Extract XML from text

Question

Question

Michael Lundberg · Apr 15, 2024

Hello!

I wonder if anyone has a smart idea to extract an XML fragment inside a text document (incoming from a stream)?

The XML fragment is surrounded by plain text.

Example:

text...........
text...........
<?xml version="1.0" encoding="UTF-8 ?>
<Start>
...etc
</Start>
text...........
text...........

The XML is not represented by any class or object in the Namespace.
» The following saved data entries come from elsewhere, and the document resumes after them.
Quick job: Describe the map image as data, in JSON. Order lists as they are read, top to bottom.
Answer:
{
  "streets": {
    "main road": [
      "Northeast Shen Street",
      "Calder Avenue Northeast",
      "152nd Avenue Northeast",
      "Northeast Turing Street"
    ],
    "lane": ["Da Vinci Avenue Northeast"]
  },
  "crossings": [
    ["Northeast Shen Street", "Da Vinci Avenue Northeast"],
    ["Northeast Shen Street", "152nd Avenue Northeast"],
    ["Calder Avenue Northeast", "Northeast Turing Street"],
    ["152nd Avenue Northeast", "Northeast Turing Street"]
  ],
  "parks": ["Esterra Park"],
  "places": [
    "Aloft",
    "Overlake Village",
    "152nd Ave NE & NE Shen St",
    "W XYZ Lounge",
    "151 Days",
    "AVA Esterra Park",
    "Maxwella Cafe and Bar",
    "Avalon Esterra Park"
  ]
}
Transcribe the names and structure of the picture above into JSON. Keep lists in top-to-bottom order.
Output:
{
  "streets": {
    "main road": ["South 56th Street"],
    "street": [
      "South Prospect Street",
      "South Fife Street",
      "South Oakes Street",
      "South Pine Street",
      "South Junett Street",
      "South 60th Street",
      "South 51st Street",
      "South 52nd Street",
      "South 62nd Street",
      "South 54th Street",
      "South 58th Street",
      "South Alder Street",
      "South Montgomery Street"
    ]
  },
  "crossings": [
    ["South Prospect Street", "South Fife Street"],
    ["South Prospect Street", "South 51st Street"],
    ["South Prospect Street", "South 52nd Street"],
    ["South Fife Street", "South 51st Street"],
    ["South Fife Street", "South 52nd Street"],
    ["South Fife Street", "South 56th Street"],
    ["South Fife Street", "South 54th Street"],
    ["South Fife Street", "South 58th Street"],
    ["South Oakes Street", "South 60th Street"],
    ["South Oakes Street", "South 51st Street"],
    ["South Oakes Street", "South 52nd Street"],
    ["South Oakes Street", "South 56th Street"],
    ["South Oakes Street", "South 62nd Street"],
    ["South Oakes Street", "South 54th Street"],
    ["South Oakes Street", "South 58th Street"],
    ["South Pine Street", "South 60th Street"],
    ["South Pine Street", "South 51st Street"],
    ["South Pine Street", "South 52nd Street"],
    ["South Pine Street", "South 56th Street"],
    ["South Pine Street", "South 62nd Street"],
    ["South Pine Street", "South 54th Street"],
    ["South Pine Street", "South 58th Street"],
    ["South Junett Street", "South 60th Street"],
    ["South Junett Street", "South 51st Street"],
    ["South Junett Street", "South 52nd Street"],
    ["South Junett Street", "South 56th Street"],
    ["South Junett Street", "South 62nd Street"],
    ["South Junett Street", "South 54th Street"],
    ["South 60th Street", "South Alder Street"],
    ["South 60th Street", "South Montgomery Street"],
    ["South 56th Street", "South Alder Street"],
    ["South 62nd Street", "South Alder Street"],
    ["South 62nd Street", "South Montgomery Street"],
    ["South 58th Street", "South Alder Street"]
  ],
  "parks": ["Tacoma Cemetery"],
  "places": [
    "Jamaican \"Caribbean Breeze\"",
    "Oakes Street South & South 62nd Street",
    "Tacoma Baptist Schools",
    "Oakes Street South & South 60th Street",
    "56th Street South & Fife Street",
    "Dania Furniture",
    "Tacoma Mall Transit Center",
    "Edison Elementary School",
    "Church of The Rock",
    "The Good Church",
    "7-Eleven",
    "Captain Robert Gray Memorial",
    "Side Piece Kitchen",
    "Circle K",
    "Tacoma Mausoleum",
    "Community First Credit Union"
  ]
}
The XML can look different from time to time

Appreciated if anyone knows how to use Objectscript to extract the XML content.

Regards Michael

Product version: IRIS 2023.1

Discussion (9)3

Log in or sign up to continue

Julius Kavay · Apr 15, 2024

As you wrote, %XML.TextReader is used to read arbtrary XML documents. "A text where in the middle a little bit xml-structure sits" isn't XML!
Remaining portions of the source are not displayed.